FOLEY – A new giant American flag flying over Foley provides a more noticeable patriotic display along Alabama 59 in downtown.
The nylon flag replaces a heavier cotton banner. The new flag flying from a 90-foot pole requires less wind to stand out in a breeze, Brenda Shambo, city administrative assistant, told members of the Foley Beautification and Revitalization Board.
“We got a new lighter weight flag and it really flies so much better now,” Shambo said. “When this one gets wet, it doesn’t take long before it dries out and it’s back up in the air. That other one would just hang there.”
Mayor Ralph Hellmich said the new flag was also less expensive than its predecessor.

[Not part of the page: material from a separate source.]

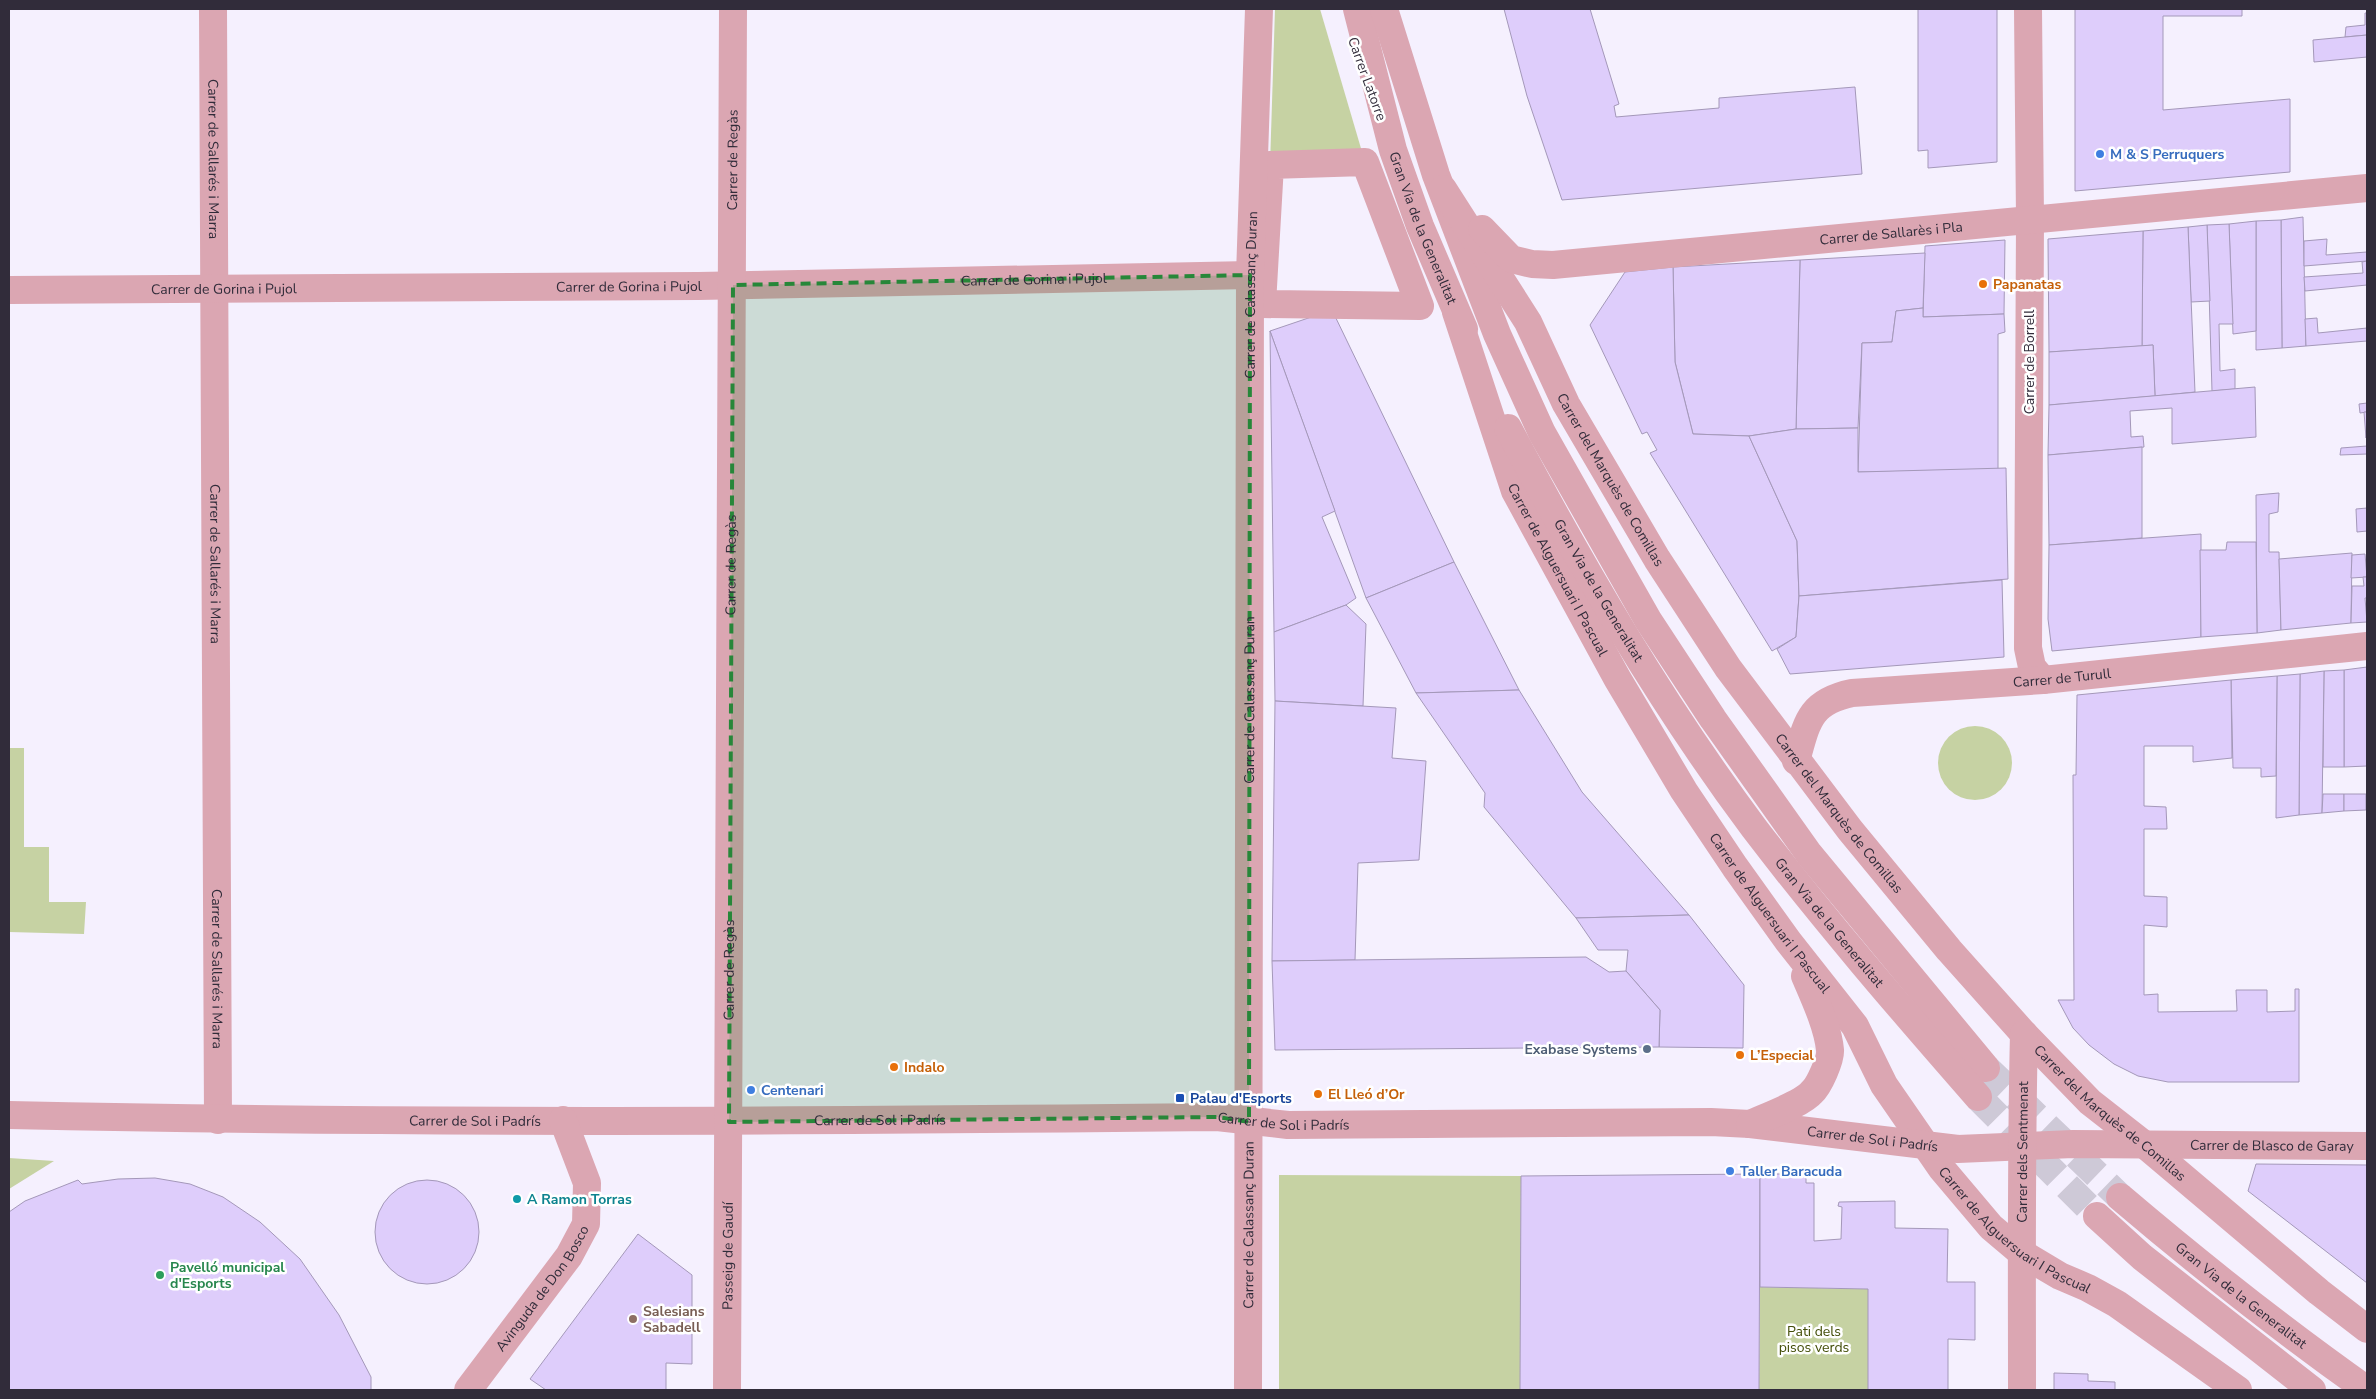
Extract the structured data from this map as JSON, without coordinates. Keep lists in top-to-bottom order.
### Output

“This one is lighter. It’s easier to handle,” Hellmich said. “It’s not quite as costly, and we’ll see how long it lasts. But we’ve all noticed that it flies better. That doesn’t take as much of a breeze to get it standing and that’s what you really like to see.”

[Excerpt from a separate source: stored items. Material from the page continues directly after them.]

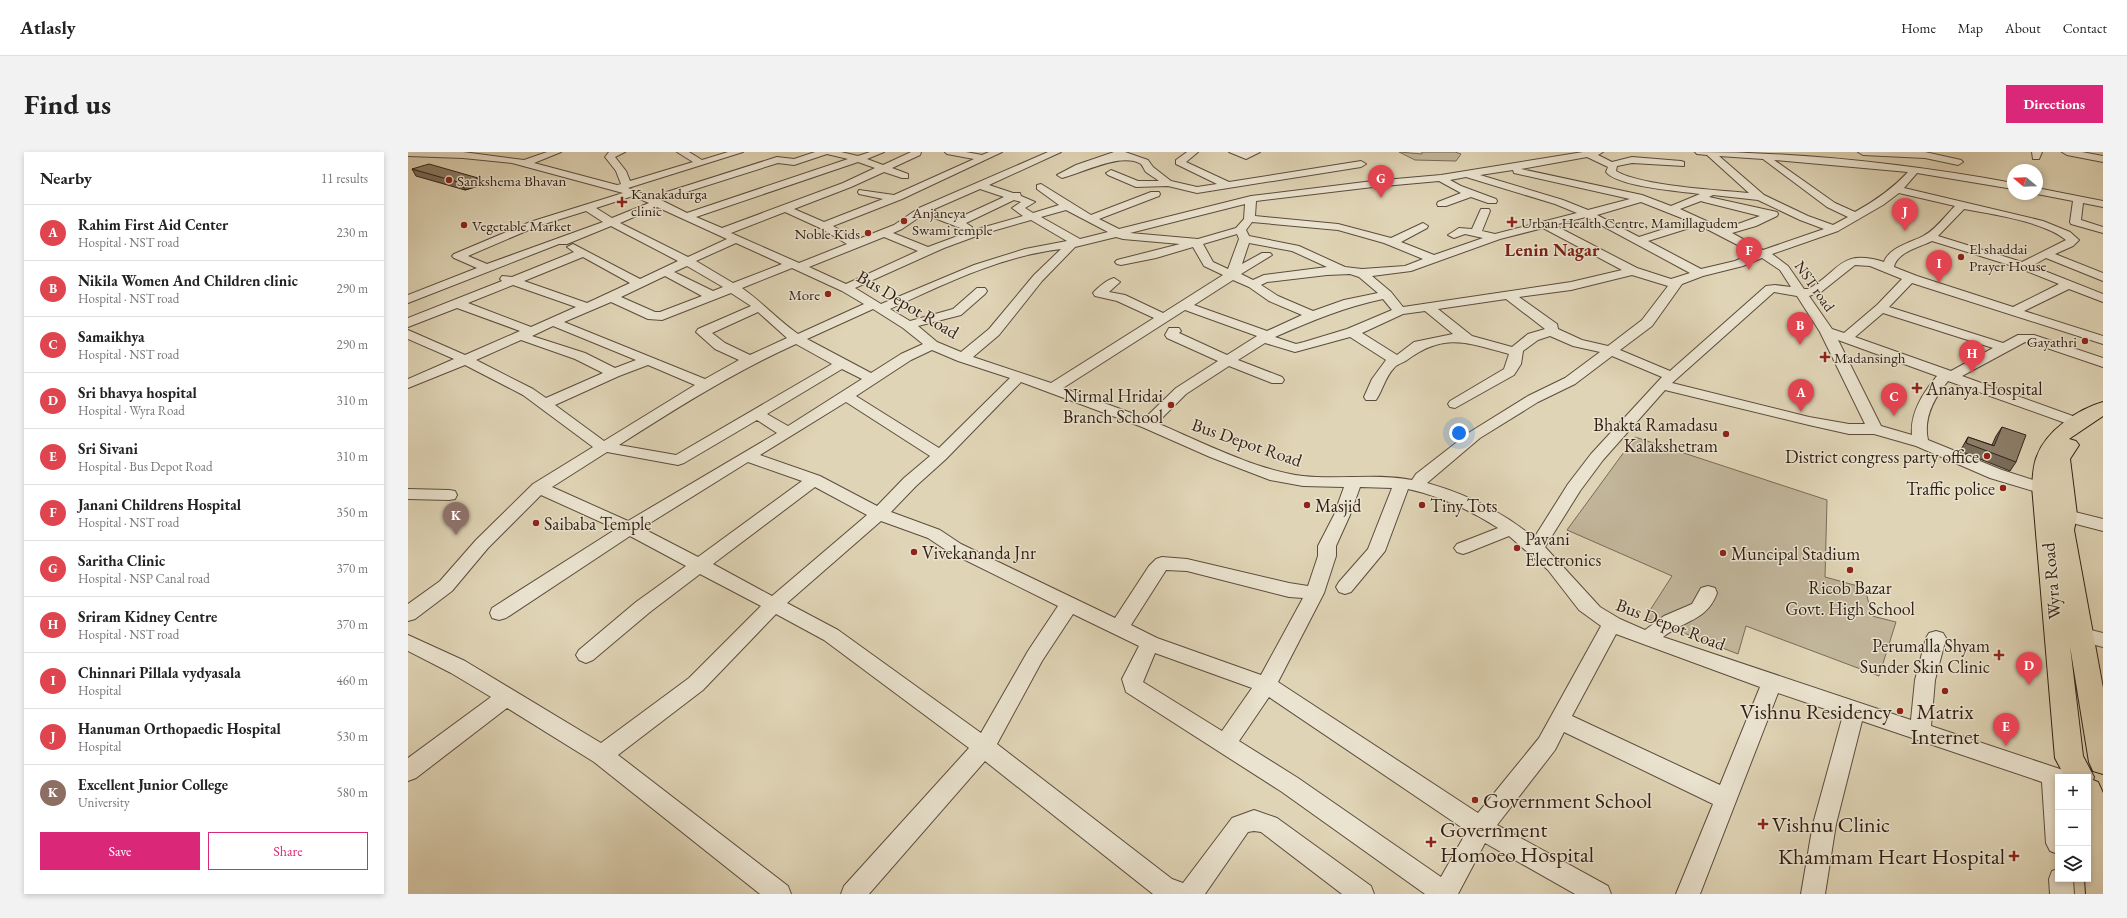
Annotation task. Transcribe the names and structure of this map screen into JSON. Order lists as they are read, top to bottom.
{
  "streets": {
    "main road": ["Wyra Road"],
    "street": ["NST road", "Bus Depot Road"]
  },
  "districts": ["Lenin Nagar"],
  "places": {
    "other": [
      "Sankshema Bhavan",
      "Anjaneya Swami temple",
      "Vegetable Market",
      "Noble Kids",
      "El shaddai Prayer House",
      "More",
      "Gayathri",
      "Nirmal Hridai Branch School",
      "Bhakta Ramadasu Kalakshetram",
      "District congress party office",
      "Traffic police",
      "Masjid",
      "Tiny Tots",
      "Saibaba Temple",
      "Pavani Electronics",
      "Vivekananda Jnr",
      "Muncipal Stadium",
      "Ricob Bazar Govt. High School",
      "Matrix Internet",
      "Vishnu Residency",
      "Government School"
    ],
    "health": [
      "Kanakadurga clinic",
      "Urban Health Centre, Mamillagudem",
      "Madansingh",
      "Ananya Hospital",
      "Perumalla Shyam Sunder Skin Clinic",
      "Vishnu Clinic",
      "Government Homoeo Hospital",
      "Khammam Heart Hospital"
    ]
  },
  "north": "left",
  "page": {
    "header": "Atlasly",
    "nav": [
      "Home",
      "Map",
      "About",
      "Contact"
    ],
    "buttons": [
      "Directions",
      ["Save", "Share"]
    ],
    "title": "Find us",
    "heading": ["Nearby", "11 results"],
    "pins": [
      "G",
      "J",
      "F",
      "I",
      "B",
      "H",
      "A",
      "C",
      "K",
      "D",
      "E"
    ],
    "list": [
      {
        "mark": "A",
        "name": "Rahim First Aid Center",
        "note": "Hospital · NST road",
        "value": "230 m"
      },
      {
        "mark": "B",
        "name": "Nikila Women And Children clinic",
        "note": "Hospital · NST road",
        "value": "290 m"
      },
      {
        "mark": "C",
        "name": "Samaikhya",
        "note": "Hospital · NST road",
        "value": "290 m"
      },
      {
        "mark": "D",
        "name": "Sri bhavya hospital",
        "note": "Hospital · Wyra Road",
        "value": "310 m"
      },
      {
        "mark": "E",
        "name": "Sri Sivani",
        "note": "Hospital · Bus Depot Road",
        "value": "310 m"
      },
      {
        "mark": "F",
        "name": "Janani Childrens Hospital",
        "note": "Hospital · NST road",
        "value": "350 m"
      },
      {
        "mark": "G",
        "name": "Saritha Clinic",
        "note": "Hospital · NSP Canal road",
        "value": "370 m"
      },
      {
        "mark": "H",
        "name": "Sriram Kidney Centre",
        "note": "Hospital · NST road",
        "value": "370 m"
      },
      {
        "mark": "I",
        "name": "Chinnari Pillala vydyasala",
        "note": "Hospital",
        "value": "460 m"
      },
      {
        "mark": "J",
        "name": "Hanuman Orthopaedic Hospital",
        "note": "Hospital",
        "value": "530 m"
      },
      {
        "mark": "K",
        "name": "Excellent Junior College",
        "note": "University",
        "value": "580 m"
      }
    ],
    "map_buttons": ["+", "−"]
  }
}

Shambo said the old flag will be retained as a spare.
Another new flag display should also soon be flying at the city Veterans Memorial on South Alston Street at Max Griffin Park. Shambo said a 40-foot pole is on order and will soon be installed to replace the 20-foot model now at the site.
“The 40-foot Veterans Memorial pole is ordered and should be coming in here within the next couple of weeks,” she said. “WeI’ve got the lights and the flags are here for it.”

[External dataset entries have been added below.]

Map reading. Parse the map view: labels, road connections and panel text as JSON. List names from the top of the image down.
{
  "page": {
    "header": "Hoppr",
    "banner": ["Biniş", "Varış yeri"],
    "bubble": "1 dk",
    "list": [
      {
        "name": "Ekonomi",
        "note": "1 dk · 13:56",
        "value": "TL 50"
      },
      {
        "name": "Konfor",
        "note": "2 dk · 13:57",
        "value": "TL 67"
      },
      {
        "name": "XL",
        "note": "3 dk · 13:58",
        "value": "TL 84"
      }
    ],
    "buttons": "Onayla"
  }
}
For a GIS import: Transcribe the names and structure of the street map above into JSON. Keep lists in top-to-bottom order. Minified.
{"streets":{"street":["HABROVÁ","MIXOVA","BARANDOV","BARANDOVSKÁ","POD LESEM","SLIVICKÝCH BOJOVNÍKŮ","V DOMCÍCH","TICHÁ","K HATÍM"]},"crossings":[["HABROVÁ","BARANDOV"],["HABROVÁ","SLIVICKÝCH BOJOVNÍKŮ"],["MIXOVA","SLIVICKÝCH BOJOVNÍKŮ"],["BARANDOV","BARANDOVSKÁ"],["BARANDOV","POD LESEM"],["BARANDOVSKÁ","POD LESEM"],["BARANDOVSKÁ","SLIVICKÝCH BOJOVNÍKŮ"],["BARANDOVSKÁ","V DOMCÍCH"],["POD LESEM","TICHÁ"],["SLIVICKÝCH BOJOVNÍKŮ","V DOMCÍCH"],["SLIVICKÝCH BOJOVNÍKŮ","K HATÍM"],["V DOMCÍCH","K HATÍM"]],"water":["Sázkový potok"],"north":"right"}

Hellmich said the city is also making arrangements with the U.S. Army to move two old anti-tank guns that had been on display at the former Alabama National Guard Armory to the Veterans Memorial.
“The Army has all been signed off on the two guns to move to the Veterans Memorial at Griffin and then we’re going to put a concrete pad and do a couple of other things. But we hope to get that too and move that over there,” Hellmich said.
The company that will install the Veterans Memorial pole will also check another pole on Alabama 59 no longer being used by the city.
That old pole was replaced by the new pole being used to fly the large nylon flag. The old pole is also on South McKenzie Street about one block north of the new flag. Officials have not determined what to do with the old pole.
Hellmich said Riviera Utilities has offered to cut down the pole at no cost and move the piece to a city storage yard. He said the pulley used to raise and lower the flag was damaged when crews tried to remove the pole after it was replaced.
Shambo said the U.S. Flag company will determine if the pulley on the original pole can be repaired and the price of the work.
Hellmich said that if the internal pulley cannot be repaired the original pole could still be cut and reused. He said, an external system could be installed and the pole shortened to about 70 feet and used in another location.